- [Exercise prompt]: Every line of the entries below from the one containing "display:flex; justify-content:space-between; align-items:center;" to the one containing "display:flex; gap:28px; margin-inline-start:auto;", both ends included, must be written out exactly. No other line belongs in the answer.

Collected data
※ ※ ※
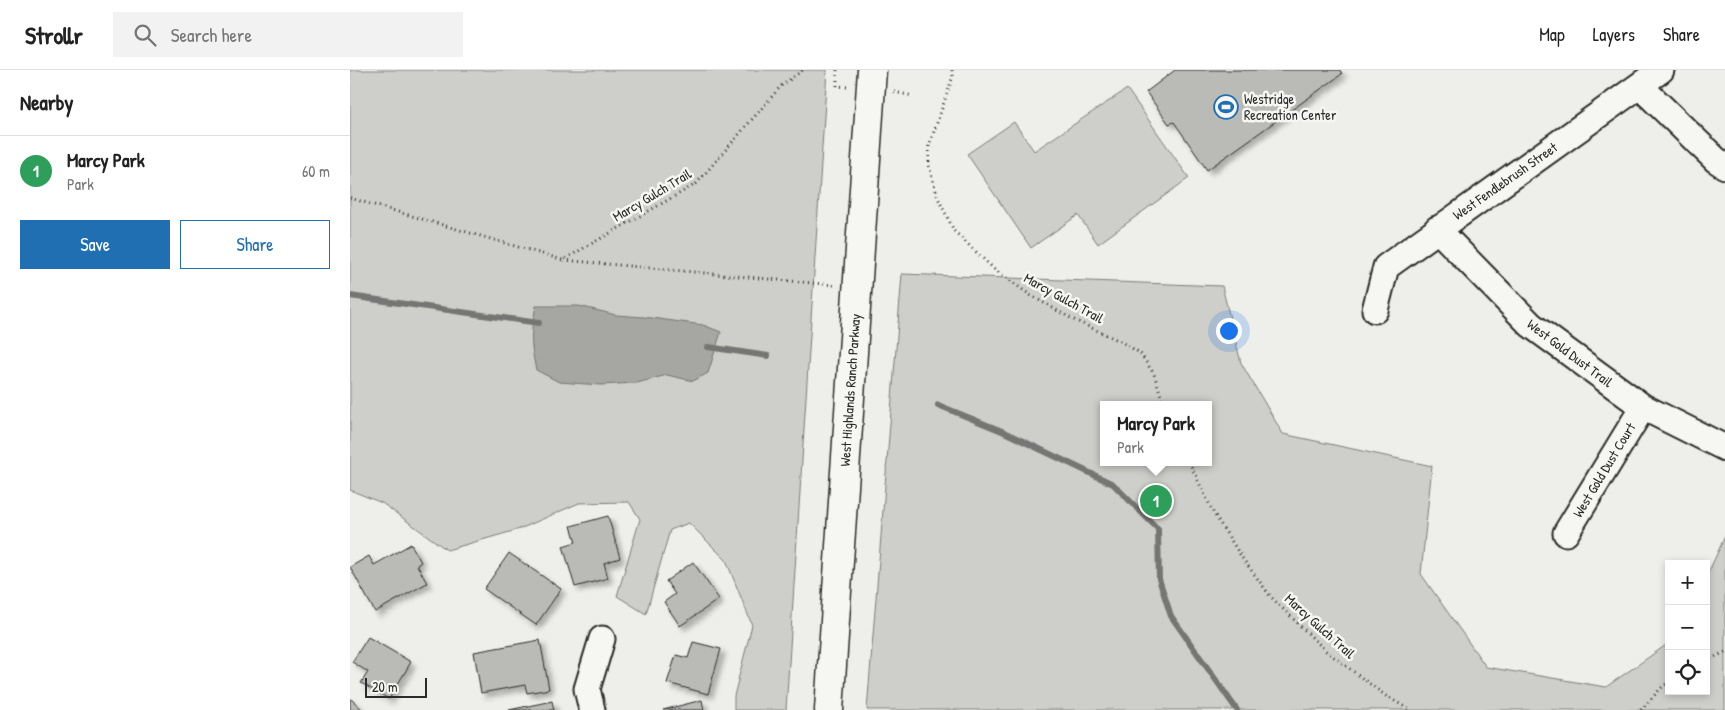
<!DOCTYPE html>
<html lang="en">
<head>
<meta charset="utf-8">
<style>
  body { margin:0; font-family:"Patrick Hand",sans-serif; background:#f2f2f2; color:#222 }
  .controls { position:absolute; right:15px; bottom:15px; display:grid; overflow:hidden; border-radius:0px; box-shadow:0 2px 8px #0003 }
  .controls button { width:45px; height:45px; display:grid; place-items:center; padding:0; border:0; border-bottom:1px solid #e0e0e0; background:#fff; color:#222; font:25px sans-serif }
  .scale { position:absolute; left:15px; bottom:12px; width:62px; box-sizing:border-box; padding-left:5px; border:2px solid #2b2b2b; border-top:0; font-size:14px; line-height:18px; white-space:nowrap; color:#2b2b2b; -webkit-text-stroke:4px #f6f6f2; paint-order:stroke }
  .you { position:absolute; left:878px; top:260px; width:18px; height:18px; margin:-12px; border:4px solid #fff; border-radius:50%; background:#1a73e8; box-shadow:0 0 0 8px #1a73e833 }
  .badge { display:grid; place-items:center; width:32px; height:32px; border-radius:50%; background:#1f6fb2; color:#fff; font-size:16px; font-weight:700 }
  .pin { position:absolute; translate:-50% -50%; border:2px solid #fff; box-shadow:0 1px 5px #0006 }
  .popup { position:absolute; left:750px; top:331px; width:112px; height:65px; box-sizing:border-box; display:grid; place-content:center; border-radius:0px; background:#fff; filter:drop-shadow(0 1px 4px #0005); font-size:16px; white-space:nowrap; color:#767676 }
  .popup b { font-size:19px; color:#222 }
  .popup::after { content:''; position:absolute; left:50%; top:100%; margin-left:-10px; border:10px solid transparent; border-top-color:#fff }
  .list { margin:0; padding:0; list-style:none }
  h2 { display:flex; justify-content:space-between; align-items:center; height:65px; margin:0; padding:0 20px; font-size:21px }
  h2 small { font-size:16px; font-weight:400; color:#767676 }
  .list li { display:grid; grid-template-columns:32px 1fr auto; gap:15px; align-items:center; box-sizing:border-box; height:70px; padding:0 20px; border-top:1px solid #e0e0e0 }
  .list b { display:block; font-size:19px; white-space:nowrap }
  .list p { margin:0; font-size:16px; white-space:nowrap; color:#767676 }
  .list em { font-size:16px; font-style:normal; color:#767676 }
  .actions { display:flex; gap:10px; padding:15px 20px }
  .actions a { flex:1; padding:11px 0; border:1px solid #1f6fb2; border-radius:0px; text-align:center; font-size:18px; color:#1f6fb2 }
  .actions .main { background:#1f6fb2; color:#fff }
  .icon { flex:none; width:28px; height:28px; fill:none; stroke:currentColor; stroke-width:2; stroke-linecap:round; stroke-linejoin:round }
  .map { position:relative; flex:none; width:1375px; height:640px; overflow:hidden }
  header { display:flex; align-items:center; gap:30px; box-sizing:border-box; height:70px; padding:0 25px; background:#fff; border-bottom:1px solid #e0e0e0 }
  header strong { font-size:24px }
  nav { display:flex; gap:28px; margin-inline-start:auto; font-size:18px }
  .search { width:350px; height:45px; background:#f2f2f2; display:flex; align-items:center; gap:12px; box-sizing:border-box; padding:0 18px; border-radius:0px; color:#767676; font-size:19px }
  main { display:flex }
  aside { flex:1; background:#fff }
  .map>svg:first-child { display:block }
  .green { fill:#cececa; stroke:#7c7c7a; fill-rule:evenodd }
  .water { fill:#a6a6a3; stroke:#757573 }
  .lines { fill:none; stroke-linecap:round; stroke-linejoin:round }
  .stream { stroke:#757573; stroke-width:6 }
  .building { fill:#babab7; stroke:#2b2b2b; filter:url(#shadow) }
  .minor-casing { stroke:#2b2b2b; stroke-width:29 }
  .major-casing { stroke:#2b2b2b; stroke-width:31 }
  .path { stroke:#2b2b2b; stroke-width:3; stroke-dasharray:1 4; stroke-linecap:butt }
  .minor { stroke:#f6f6f2; stroke-width:25 }
  .major { stroke:#f6f6f2; stroke-width:28 }
  .labels { text-anchor:middle; stroke-width:5; stroke-linejoin:round; paint-order:stroke }
  .poi-label { font-size:14px; fill:#2b2b2b; stroke:#f6f6f2; text-anchor:start }
  .street-label { font-size:14px; fill:#2b2b2b; stroke:#f6f6f2 }
</style>
</head>
<body>
<header>
<strong>Strollr</strong>
<div class="search"><svg class="icon" aria-label="search" viewBox="0 0 24 24"><circle cx="10" cy="10" r="6"/><path d="M15 15l6 6"/></svg>Search here</div>
<nav><a>Map</a><a>Layers</a><a>Share</a></nav>
</header>
<main>
<aside>
<h2>Nearby<small></small></h2>
<ul class="list">
<li><span class="badge" style="background:#2e9e5b">1</span><div><b>Marcy Park</b><p>Park</p></div><em>60 m</em></li>
</ul>
<div class="actions"><a class="main">Save</a><a>Share</a></div>
</aside>
<div class="map">
<svg width="1375" height="640" viewBox="0 0 1375 640">
  <defs>
    <filter id="shadow"><feDropShadow dx="4.5" dy="4.5" stdDeviation="2.5" flood-color="#0004"/></filter>
  </defs>
  <rect width="100%" height="100%" fill="#eeeeea"/>
  <filter id="ink" filterUnits="userSpaceOnUse"><feTurbulence type="fractalNoise" baseFrequency=".02" numOctaves="2"/><feDisplacementMap in="SourceGraphic" scale="10" xChannelSelector="R" yChannelSelector="G"/><feConvolveMatrix kernelMatrix="1 2 1 2 8 2 1 2 1" color-interpolation-filters="sRGB"/></filter>
  <g filter="url(#ink)">
    <!-- green -->
    <g class="green">
      <polygon points="0,0 477,0 436,640 384,640 384,626 402,555 376,490 339,453 320,460 296,544 267,526 290,449 279,432 229,433 170,459 97,480 32,433 0,420"/>
      <polygon points="777,19 839,108 748,174 728,145 681,178 617,84 664,52 684,81"/>
      <path d="M 552,204 L 872,216 L 891,293 L 933,364 L 1082,396 L 1071,504 L 1136,597 L 1256,617 L 1319,573 L 1319,621 L 1356,621 L 1356,508 L 1375,466 L 1375,640 L 517,640 ZM 754,335 L 858,335 L 858,392 L 754,392 Z"/>
    </g>
    <!-- water -->
    <path class="water" d="M 186,236 L 229,236 L 266,245 L 294,247 L 353,255 L 371,262 L 358,303 L 343,311 L 317,305 L 287,313 L 250,315 L 209,312 L 186,300 C 180,272 180,264 186,236 Z"/>
    <g class="lines">
      <!-- stream -->
      <g class="stream">
        <polyline points="0,226 189,253"/>
        <polyline points="358,277 418,286"/>
        <polyline points="588,335 652,361 763,414 808,459 809,509 821,546 887,640"/>
      </g>
    </g>
    <!-- building -->
    <g class="building">
      <polygon points="825,0 990,0 992,4 857,100 824,52 819,54 796,22"/>
      <polygon points="258,446 270,488 254,493 258,508 225,517 213,476 226,472 221,456"/>
      <polygon points="61,474 71,492 67,495 77,513 25,542 0,497 19,486 24,495"/>
      <polygon points="159,483 211,519 186,555 134,519"/>
      <polygon points="343,492 369,529 330,556 314,532 325,524 316,511"/>
      <polygon points="18,567 61,592 39,629 11,613 18,602 2,592"/>
      <polygon points="190,570 199,619 177,623 175,615 131,623 124,582"/>
      <polygon points="343,572 371,579 358,624 317,613 326,585 338,588"/>
      <polygon points="0,628 13,640 0,640"/>
      <polygon points="352,630 354,640 313,640"/>
      <polygon points="202,631 204,640 159,640"/>
    </g>
    <g class="lines">
      <!-- minor casing -->
      <g class="minor-casing">
        <g id="minor">
          <polyline points="1290,16 1366,90 1375,96"/>
          <polyline points="1087,159 1181,255 1293,337 1375,378"/>
          <polyline points="1025,240 1036,197 1311,0"/>
          <polyline points="1216,463 1293,337"/>
          <polyline points="242,640 237,619 252,569"/>
        </g>
      </g>
      <!-- major casing -->
      <g class="major-casing">
        <polyline id="major" points="479,640 522,0"/>
      </g>
      <!-- path -->
      <g class="path">
        <polyline points="487,0 487,16 498,17"/>
        <polyline points="602,0 603,6 579,76 579,96 588,128 604,161 644,199 680,225 722,249 770,271 790,283 804,304 814,335"/>
        <polyline points="544,22 563,26"/>
        <polyline points="0,128 213,190 346,114 431,16 453,0"/>
        <polyline points="214,190 484,215"/>
        <polyline points="839,392 864,444 893,489 921,527 976,581 1036,626 1060,640"/>
        <polyline points="1356,591 1375,582"/>
        <polyline points="1291,640 1313,616 1319,613"/>
      </g>
      <!-- minor -->
      <use href="#minor" class="minor"/>
      <!-- major -->
      <use href="#major" class="major"/>
    </g>
  </g>
  <!-- icons -->
  <defs>
    <g id="stadium-ring" transform="scale(1.25)"><circle r="9.5" fill="#f6f6f2" stroke="#1f6fb2" stroke-width="1.5"/><path d="M0-5a6.5 5 0 1 0 0 10a6.5 5 0 1 0 0-10ZM-3.5-1.8h7v3.6h-7Z" fill="#1f6fb2"/></g>
  </defs>
  <g fill-rule="evenodd">
    <use href="#stadium-ring" x="876" y="37"/>
  </g>
  <g class="labels">
    <!-- poi labels -->
    <g class="poi-label">
      <text x="894" y="34">Westridge<tspan x="894" dy="16">Recreation Center</tspan></text>
    </g>
    <!-- street labels -->
    <g class="street-label">
      <text transform="translate(1155 111) rotate(-35)" y="5">West Fendlebrush Street</text>
      <text transform="translate(302 125) rotate(-31)" y="5">Marcy Gulch Trail</text>
      <text transform="translate(714 228) rotate(29)" y="5">Marcy Gulch Trail</text>
      <text transform="translate(1220 283) rotate(37)" y="5">West Gold Dust Trail</text>
      <text transform="translate(500 320) rotate(-86)" y="5">West Highlands Ranch Parkway</text>
      <text transform="translate(1254 400) rotate(-59)" y="5">West Gold Dust Court</text>
      <text transform="translate(970 556) rotate(42)" y="5">Marcy Gulch Trail</text>
    </g>
  </g>
</svg>
<div class="controls">
<button>+</button>
<button>−</button>
<button><svg class="icon" aria-label="locate" viewBox="0 0 24 24"><circle cx="12" cy="12" r="6"/><path d="M12 2v4M12 18v4M2 12h4M18 12h4"/></svg></button>
</div>
<div class="scale">20 m</div>
<div class="you"></div>
<div class="pin badge" style="left:806px;top:431px;background:#2e9e5b">1</div>
<div class="popup"><b>Marcy Park</b>Park</div>
</div>
</main>
</body>
</html>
※ ※ ※
- [Task answer]:
  h2 { display:flex; justify-content:space-between; align-items:center; height:65px; margin:0; padding:0 20px; font-size:21px }
  h2 small { font-size:16px; font-weight:400; color:#767676 }
  .list li { display:grid; grid-template-columns:32px 1fr auto; gap:15px; align-items:center; box-sizing:border-box; height:70px; padding:0 20px; border-top:1px solid #e0e0e0 }
  .list b { display:block; font-size:19px; white-space:nowrap }
  .list p { margin:0; font-size:16px; white-space:nowrap; color:#767676 }
  .list em { font-size:16px; font-style:normal; color:#767676 }
  .actions { display:flex; gap:10px; padding:15px 20px }
  .actions a { flex:1; padding:11px 0; border:1px solid #1f6fb2; border-radius:0px; text-align:center; font-size:18px; color:#1f6fb2 }
  .actions .main { background:#1f6fb2; color:#fff }
  .icon { flex:none; width:28px; height:28px; fill:none; stroke:currentColor; stroke-width:2; stroke-linecap:round; stroke-linejoin:round }
  .map { position:relative; flex:none; width:1375px; height:640px; overflow:hidden }
  header { display:flex; align-items:center; gap:30px; box-sizing:border-box; height:70px; padding:0 25px; background:#fff; border-bottom:1px solid #e0e0e0 }
  header strong { font-size:24px }
  nav { display:flex; gap:28px; margin-inline-start:auto; font-size:18px }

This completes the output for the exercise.